L’OBJET DE LA CONTESTATION

[4]           La représentante de l’employeur demande à la Commission des lésions professionnelles de déclarer que l’accident du travail subi par le travailleur le 24 octobre 2008 est attribuable à un tiers et qu’il est injuste que ce dernier en supporte les coûts. Elle suggère que ces coûts soient imputés aux employeurs de toutes les unités.

LES FAITS ET LES MOTIFS

[5]           La Commission des lésions professionnelles doit déterminer si l’employeur a droit au transfert des coûts revendiqué.

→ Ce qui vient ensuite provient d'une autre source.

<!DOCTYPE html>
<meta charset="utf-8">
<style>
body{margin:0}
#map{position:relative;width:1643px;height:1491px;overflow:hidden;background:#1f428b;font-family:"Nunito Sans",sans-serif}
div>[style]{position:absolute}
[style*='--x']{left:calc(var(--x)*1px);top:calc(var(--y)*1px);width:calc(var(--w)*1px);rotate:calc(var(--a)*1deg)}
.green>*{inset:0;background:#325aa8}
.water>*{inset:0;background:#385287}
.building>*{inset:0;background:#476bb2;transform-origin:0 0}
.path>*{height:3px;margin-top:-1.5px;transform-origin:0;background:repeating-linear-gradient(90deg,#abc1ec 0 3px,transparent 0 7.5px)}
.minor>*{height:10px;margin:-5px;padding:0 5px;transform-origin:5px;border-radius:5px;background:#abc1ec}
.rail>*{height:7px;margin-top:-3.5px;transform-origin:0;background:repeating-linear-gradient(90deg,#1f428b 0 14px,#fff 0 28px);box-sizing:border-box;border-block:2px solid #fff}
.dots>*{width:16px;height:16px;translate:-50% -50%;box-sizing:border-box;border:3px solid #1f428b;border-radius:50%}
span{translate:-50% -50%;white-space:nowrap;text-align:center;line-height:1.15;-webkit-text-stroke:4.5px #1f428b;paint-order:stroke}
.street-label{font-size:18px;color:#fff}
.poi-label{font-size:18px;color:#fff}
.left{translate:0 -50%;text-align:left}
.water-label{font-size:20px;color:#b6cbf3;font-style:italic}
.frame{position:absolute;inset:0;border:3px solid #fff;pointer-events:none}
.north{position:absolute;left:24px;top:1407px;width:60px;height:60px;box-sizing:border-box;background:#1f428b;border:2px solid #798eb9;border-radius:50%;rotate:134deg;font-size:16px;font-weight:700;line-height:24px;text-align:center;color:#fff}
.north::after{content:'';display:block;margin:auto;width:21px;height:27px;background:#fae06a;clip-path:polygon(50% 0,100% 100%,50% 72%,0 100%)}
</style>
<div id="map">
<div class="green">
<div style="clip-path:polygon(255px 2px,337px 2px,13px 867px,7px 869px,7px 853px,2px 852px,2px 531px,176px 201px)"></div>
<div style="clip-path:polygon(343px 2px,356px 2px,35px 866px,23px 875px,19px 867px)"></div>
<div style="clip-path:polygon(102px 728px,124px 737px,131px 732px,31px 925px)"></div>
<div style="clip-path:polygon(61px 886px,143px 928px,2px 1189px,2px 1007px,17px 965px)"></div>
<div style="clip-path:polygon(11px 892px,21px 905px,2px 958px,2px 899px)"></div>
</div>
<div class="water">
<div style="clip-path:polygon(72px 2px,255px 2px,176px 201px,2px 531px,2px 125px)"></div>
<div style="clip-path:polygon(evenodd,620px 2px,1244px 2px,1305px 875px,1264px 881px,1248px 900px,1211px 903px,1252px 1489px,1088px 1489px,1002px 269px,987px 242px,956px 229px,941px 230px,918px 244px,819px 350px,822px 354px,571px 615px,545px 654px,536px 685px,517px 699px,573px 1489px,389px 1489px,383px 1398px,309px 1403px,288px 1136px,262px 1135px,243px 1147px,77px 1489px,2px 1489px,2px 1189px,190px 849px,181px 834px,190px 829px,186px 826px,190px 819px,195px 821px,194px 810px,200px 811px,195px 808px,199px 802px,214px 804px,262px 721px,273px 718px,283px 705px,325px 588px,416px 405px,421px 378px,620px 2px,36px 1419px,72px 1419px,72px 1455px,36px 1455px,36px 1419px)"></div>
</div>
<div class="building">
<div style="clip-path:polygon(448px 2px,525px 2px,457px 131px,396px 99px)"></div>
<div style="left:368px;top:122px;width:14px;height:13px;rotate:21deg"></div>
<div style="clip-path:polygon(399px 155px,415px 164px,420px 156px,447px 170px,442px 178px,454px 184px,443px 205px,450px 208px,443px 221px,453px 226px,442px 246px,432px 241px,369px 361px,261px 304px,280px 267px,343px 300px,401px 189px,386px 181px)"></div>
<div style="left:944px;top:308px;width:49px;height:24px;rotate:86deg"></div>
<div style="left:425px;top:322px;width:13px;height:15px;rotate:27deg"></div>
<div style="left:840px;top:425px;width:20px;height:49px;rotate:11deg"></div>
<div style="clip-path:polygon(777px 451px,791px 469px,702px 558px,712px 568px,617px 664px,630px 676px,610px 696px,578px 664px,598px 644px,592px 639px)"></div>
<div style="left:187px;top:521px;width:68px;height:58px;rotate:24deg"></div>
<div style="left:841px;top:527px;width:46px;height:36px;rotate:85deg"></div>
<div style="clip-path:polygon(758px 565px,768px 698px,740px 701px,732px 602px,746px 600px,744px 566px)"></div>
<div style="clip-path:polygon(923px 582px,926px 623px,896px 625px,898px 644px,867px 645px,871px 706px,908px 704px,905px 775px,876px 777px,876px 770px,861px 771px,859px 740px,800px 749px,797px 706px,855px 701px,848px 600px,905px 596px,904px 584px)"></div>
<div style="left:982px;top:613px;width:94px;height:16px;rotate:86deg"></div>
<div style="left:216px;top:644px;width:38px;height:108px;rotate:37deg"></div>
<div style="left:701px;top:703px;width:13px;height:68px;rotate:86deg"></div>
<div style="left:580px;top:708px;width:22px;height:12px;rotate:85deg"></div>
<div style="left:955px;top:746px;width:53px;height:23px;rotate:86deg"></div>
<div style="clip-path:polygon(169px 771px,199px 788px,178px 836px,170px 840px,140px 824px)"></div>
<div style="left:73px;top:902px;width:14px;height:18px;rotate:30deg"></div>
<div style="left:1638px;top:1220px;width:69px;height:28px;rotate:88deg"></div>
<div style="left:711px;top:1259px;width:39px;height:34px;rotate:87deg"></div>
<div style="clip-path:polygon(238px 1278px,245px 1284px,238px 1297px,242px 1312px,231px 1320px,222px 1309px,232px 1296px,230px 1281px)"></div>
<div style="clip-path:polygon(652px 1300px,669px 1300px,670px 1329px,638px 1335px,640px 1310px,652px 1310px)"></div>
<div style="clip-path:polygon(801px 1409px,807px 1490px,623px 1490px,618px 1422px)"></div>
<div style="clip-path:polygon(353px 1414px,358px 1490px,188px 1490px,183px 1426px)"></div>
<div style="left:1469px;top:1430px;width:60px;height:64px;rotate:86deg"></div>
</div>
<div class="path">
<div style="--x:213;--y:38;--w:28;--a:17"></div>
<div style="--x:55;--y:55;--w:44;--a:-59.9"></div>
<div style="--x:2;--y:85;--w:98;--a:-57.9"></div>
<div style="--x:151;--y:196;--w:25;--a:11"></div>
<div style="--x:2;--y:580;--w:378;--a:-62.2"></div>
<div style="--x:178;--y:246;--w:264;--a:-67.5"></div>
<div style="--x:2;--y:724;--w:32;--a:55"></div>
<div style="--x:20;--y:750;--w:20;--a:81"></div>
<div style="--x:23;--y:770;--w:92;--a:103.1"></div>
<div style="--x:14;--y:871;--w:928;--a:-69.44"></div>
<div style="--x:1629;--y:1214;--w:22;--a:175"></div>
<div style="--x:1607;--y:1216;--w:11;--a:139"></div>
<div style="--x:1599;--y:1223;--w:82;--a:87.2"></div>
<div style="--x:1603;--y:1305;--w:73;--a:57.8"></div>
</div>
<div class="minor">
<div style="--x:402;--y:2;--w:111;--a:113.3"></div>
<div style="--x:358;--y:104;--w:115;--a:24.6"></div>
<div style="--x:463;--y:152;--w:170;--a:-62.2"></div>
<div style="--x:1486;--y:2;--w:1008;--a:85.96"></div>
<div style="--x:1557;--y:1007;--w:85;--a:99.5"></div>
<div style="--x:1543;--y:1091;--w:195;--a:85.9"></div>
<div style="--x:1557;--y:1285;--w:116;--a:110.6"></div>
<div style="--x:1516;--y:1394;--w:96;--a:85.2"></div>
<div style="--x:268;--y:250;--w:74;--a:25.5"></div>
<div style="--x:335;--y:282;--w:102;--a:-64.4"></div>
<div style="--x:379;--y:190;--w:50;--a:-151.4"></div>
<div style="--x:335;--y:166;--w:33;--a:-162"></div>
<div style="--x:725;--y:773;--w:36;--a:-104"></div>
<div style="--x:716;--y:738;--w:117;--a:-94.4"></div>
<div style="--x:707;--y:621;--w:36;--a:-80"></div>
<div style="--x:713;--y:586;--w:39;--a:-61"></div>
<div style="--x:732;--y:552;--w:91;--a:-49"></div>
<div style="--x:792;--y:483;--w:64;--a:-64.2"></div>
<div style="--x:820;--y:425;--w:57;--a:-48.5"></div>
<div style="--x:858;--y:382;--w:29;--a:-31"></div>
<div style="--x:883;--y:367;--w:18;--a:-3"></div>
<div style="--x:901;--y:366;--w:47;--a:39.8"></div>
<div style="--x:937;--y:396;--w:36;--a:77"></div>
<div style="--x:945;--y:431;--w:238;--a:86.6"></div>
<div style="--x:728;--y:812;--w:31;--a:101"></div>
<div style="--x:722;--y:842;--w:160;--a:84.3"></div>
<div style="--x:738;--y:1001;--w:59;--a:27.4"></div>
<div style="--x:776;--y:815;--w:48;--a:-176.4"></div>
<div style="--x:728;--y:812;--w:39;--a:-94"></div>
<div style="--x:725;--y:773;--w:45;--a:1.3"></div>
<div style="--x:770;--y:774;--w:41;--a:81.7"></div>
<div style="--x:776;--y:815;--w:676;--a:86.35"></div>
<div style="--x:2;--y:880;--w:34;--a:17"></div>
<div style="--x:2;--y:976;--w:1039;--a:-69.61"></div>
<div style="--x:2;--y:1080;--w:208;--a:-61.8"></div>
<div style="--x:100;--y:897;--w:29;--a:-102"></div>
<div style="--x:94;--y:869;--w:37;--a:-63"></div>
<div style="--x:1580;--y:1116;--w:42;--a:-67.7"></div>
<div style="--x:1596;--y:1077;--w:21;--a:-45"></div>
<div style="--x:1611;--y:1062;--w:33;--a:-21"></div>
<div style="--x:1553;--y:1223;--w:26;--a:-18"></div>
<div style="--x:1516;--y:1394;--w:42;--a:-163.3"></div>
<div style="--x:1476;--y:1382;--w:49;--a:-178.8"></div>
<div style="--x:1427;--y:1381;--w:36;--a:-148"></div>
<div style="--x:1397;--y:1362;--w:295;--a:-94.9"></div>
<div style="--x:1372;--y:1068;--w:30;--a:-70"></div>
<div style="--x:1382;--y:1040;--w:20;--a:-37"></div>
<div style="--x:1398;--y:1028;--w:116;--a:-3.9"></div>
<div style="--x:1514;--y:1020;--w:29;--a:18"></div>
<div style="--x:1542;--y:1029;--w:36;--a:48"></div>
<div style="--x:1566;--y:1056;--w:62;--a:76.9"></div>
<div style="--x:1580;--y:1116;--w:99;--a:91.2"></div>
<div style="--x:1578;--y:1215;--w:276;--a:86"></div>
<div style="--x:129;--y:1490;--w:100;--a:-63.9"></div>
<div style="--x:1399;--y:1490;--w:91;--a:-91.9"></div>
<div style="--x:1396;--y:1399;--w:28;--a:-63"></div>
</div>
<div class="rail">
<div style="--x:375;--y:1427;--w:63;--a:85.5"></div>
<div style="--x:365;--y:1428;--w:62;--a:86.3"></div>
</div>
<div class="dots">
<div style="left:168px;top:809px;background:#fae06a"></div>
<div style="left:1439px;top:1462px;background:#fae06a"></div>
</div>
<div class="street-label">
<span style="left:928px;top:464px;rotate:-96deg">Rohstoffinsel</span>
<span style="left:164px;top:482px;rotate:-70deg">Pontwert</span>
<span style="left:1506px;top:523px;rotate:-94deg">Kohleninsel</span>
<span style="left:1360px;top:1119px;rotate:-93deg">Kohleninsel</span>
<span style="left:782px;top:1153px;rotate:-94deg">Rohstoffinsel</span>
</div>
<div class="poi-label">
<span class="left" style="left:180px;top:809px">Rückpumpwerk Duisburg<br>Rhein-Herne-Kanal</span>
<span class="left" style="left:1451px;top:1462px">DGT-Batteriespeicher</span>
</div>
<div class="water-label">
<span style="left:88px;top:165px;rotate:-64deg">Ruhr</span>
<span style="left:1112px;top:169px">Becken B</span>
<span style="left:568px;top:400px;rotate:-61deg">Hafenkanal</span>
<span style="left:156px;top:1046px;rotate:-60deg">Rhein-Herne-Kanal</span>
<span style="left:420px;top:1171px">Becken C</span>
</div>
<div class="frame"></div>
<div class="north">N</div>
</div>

[6]           L’employeur invoque le second alinéa de l’article 326 de la loi qui édicte que la CSST peut imputer le coût des prestations dues en raison d’un accident du travail attribuable à un tiers aux employeurs d’une, de plusieurs ou de toutes les unités lorsqu’une imputation à son dossier d’expérience a pour effet de lui faire supporter injustement le coût de celles-ci.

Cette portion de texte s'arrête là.